- [Description of the task]:
In the listing that follows, how many lines have the word "fillStyle" in them? Give only the number.

(Exercise inputs Opens)

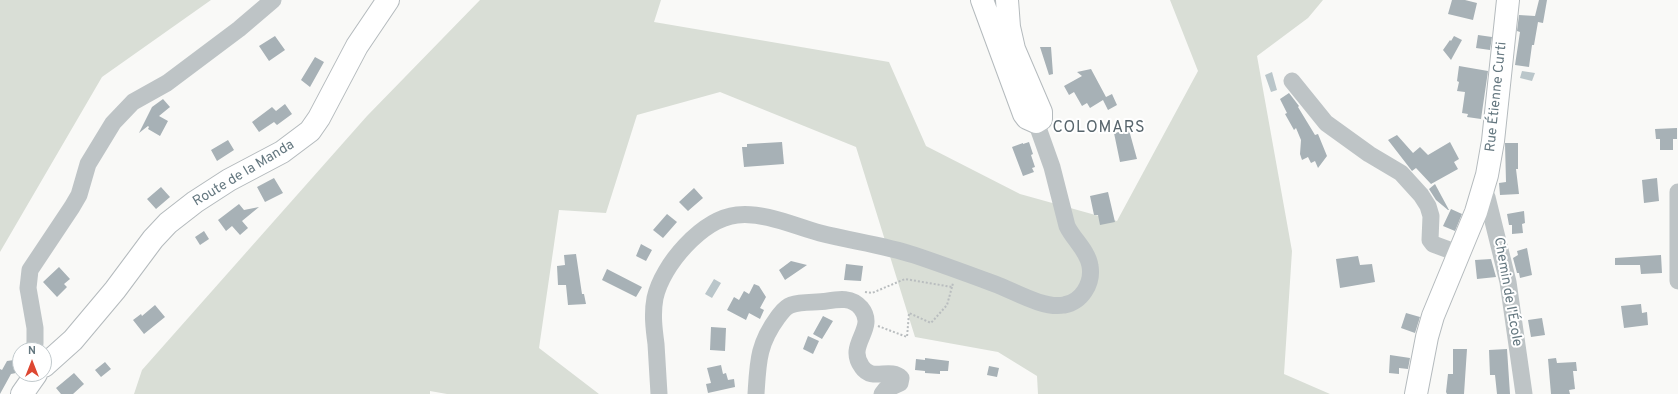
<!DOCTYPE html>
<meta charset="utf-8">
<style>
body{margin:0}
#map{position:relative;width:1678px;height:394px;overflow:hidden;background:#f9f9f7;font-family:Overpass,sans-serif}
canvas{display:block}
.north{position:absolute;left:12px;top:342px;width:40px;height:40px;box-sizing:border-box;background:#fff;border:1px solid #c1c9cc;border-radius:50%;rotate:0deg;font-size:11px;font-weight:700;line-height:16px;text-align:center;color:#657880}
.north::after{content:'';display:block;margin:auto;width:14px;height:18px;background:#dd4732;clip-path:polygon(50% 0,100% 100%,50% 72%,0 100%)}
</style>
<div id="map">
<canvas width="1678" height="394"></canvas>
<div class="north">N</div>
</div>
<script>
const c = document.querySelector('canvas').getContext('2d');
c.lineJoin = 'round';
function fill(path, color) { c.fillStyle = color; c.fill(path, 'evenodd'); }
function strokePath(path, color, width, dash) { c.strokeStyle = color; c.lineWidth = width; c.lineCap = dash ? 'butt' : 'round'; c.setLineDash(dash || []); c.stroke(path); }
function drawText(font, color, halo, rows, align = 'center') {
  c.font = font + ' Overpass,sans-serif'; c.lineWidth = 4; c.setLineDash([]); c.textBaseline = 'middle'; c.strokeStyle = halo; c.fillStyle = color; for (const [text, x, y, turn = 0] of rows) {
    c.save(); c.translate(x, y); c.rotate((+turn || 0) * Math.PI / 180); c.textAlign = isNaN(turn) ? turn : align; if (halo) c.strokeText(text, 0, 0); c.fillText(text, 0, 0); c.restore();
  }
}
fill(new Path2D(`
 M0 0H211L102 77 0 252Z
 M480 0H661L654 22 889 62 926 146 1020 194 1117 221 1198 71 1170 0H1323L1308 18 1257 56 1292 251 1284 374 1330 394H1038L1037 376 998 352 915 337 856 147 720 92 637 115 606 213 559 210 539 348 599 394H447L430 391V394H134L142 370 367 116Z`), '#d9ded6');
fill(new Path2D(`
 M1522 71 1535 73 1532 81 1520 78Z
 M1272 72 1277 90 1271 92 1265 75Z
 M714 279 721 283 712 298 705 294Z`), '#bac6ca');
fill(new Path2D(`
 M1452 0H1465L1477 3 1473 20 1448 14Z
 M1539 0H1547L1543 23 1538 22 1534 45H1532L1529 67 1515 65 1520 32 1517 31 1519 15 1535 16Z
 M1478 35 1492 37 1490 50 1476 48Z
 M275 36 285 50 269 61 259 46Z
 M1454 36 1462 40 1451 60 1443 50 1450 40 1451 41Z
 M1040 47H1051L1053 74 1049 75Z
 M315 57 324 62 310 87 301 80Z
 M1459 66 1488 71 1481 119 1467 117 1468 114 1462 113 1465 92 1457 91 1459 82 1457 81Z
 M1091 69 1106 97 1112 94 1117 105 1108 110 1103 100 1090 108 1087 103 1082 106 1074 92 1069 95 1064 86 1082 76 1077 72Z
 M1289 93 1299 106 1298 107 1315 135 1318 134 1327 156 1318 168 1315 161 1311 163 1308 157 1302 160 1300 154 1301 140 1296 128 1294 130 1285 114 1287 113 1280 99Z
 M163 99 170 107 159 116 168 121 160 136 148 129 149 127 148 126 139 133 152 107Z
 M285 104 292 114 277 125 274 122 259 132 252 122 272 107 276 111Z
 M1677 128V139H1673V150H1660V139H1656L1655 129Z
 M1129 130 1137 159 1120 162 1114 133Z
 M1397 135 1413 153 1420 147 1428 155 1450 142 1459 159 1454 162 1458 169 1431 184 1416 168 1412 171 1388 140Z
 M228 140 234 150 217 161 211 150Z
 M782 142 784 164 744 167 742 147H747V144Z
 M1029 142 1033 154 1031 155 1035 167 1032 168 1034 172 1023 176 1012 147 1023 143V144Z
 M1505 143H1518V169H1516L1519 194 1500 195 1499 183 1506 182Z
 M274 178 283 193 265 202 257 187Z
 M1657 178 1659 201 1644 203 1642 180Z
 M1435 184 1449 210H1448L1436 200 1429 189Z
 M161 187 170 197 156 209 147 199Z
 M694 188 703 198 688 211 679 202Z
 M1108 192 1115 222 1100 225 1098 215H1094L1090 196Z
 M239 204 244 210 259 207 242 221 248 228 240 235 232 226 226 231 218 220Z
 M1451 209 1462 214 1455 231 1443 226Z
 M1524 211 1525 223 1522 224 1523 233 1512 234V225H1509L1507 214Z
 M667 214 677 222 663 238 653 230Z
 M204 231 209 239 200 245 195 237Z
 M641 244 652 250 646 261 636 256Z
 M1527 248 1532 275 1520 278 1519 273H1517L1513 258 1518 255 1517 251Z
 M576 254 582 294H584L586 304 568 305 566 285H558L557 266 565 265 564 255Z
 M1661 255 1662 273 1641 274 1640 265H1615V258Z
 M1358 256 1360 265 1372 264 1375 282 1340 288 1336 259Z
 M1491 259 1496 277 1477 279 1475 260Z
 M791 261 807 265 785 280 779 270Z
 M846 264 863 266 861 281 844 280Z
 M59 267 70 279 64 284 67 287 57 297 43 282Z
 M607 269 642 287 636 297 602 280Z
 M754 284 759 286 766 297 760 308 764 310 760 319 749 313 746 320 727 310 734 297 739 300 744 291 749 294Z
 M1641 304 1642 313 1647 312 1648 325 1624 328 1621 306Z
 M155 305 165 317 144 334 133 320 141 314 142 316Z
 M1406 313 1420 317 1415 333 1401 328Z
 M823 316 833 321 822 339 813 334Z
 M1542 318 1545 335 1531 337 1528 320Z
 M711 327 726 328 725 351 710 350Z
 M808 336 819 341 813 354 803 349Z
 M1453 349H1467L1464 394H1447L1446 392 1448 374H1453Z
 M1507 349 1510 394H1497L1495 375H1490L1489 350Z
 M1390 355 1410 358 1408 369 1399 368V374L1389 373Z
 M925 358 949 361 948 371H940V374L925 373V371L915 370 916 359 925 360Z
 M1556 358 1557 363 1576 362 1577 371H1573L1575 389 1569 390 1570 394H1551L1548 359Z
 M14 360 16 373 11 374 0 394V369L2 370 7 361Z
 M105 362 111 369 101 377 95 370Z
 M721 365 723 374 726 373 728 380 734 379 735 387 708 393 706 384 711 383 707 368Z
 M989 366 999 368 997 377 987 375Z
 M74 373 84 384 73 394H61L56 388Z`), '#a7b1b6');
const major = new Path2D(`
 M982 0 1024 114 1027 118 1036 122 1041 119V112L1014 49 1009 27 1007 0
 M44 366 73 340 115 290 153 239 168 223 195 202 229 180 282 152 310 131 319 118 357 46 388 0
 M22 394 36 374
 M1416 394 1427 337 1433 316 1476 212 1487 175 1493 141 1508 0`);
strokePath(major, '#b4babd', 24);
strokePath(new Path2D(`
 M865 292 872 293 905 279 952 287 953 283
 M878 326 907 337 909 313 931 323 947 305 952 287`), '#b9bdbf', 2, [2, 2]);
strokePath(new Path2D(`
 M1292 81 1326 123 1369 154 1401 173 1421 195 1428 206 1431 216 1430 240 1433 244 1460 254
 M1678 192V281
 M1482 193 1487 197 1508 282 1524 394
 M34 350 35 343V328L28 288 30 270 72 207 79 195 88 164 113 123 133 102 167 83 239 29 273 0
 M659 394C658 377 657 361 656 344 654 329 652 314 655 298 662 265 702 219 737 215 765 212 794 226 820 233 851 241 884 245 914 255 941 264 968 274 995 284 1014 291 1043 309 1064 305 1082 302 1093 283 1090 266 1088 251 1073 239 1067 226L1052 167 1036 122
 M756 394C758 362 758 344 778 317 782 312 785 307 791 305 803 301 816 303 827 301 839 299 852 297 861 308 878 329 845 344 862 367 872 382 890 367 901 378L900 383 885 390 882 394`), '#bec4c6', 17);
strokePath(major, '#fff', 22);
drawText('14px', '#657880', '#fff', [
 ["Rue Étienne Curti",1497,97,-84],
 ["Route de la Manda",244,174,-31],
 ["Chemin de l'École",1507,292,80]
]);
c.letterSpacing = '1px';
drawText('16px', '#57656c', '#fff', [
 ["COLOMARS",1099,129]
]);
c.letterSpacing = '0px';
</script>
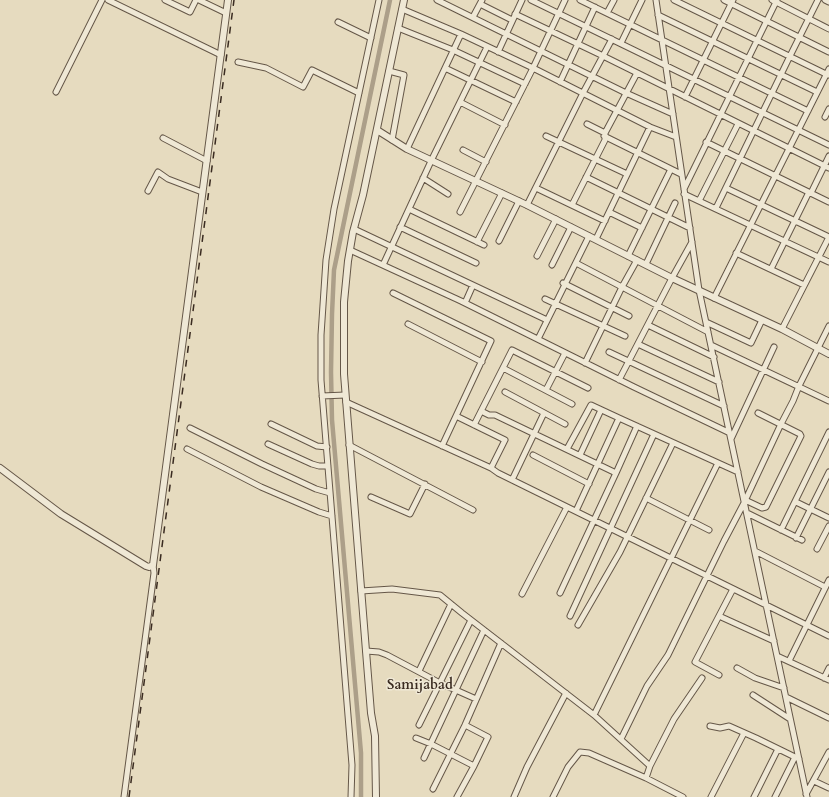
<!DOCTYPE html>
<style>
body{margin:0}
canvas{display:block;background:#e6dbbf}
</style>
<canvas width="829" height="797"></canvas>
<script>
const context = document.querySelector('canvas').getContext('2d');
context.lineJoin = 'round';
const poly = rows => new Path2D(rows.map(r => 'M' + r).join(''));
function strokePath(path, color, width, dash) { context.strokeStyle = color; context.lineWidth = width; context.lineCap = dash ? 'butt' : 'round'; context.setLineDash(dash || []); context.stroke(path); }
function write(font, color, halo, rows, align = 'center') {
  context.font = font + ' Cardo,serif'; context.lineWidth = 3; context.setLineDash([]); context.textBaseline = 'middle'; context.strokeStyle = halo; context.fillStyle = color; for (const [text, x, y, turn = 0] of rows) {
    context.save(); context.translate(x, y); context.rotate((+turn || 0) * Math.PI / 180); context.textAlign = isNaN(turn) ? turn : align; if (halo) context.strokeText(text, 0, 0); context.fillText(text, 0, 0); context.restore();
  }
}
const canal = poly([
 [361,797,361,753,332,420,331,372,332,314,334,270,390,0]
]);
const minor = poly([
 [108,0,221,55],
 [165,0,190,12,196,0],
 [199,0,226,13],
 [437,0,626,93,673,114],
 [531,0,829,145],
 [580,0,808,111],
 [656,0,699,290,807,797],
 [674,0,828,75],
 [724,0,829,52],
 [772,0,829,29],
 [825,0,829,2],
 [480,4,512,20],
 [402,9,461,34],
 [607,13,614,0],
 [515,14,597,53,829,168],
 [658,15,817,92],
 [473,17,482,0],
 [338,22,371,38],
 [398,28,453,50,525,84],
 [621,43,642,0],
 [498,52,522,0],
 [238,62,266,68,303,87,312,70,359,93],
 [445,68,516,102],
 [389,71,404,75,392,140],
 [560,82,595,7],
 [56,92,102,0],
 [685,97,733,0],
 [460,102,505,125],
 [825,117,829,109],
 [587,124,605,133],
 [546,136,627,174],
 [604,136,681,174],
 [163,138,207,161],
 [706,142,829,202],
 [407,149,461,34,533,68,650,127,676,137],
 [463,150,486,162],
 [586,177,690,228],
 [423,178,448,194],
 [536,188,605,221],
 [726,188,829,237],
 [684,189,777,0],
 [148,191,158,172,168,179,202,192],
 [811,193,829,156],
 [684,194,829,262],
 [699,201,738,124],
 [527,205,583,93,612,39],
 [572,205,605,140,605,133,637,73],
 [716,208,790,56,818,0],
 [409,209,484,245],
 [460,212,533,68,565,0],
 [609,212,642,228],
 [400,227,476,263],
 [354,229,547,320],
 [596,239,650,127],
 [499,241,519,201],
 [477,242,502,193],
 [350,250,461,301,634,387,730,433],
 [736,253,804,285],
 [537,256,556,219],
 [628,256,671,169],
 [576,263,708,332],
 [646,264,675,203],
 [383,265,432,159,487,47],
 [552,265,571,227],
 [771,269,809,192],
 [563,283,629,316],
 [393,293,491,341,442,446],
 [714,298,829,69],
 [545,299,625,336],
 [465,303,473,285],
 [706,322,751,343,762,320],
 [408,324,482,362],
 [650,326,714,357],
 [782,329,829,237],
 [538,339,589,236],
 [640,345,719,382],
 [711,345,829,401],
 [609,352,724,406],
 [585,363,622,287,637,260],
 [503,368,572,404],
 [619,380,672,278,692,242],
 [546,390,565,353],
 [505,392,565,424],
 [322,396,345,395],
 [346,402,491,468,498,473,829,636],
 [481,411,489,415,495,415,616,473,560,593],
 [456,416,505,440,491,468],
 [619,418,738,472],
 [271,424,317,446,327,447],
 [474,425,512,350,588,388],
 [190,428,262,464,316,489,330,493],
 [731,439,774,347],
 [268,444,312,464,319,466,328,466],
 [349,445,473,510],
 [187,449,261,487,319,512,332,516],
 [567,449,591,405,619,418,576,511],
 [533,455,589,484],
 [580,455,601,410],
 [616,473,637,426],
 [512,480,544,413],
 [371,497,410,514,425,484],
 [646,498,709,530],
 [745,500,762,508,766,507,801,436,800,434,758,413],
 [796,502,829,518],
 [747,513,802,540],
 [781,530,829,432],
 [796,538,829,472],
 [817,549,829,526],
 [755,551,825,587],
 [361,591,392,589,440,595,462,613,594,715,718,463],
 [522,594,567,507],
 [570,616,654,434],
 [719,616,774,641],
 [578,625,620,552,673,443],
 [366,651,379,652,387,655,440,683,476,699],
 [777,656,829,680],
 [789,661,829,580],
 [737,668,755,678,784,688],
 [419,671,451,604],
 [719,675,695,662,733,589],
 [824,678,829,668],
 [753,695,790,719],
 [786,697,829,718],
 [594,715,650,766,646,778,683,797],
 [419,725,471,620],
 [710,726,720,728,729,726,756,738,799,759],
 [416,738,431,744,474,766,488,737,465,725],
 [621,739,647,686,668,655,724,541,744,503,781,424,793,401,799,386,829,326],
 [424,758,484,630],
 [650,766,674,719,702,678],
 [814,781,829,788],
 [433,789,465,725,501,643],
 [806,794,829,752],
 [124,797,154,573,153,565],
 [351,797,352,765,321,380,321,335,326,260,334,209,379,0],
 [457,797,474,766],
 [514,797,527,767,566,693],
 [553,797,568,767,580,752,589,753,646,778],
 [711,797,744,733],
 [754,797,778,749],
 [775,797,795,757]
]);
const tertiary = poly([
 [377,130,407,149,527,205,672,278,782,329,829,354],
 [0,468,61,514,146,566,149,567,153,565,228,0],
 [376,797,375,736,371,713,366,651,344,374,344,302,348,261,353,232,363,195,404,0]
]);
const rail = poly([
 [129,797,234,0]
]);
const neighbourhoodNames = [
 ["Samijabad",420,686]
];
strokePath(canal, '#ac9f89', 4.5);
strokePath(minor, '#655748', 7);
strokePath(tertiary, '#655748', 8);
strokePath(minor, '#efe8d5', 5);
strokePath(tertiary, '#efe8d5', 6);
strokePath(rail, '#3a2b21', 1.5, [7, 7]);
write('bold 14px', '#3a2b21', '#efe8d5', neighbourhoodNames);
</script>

(Exercise inputs Closes)

- [Problem solution]:
3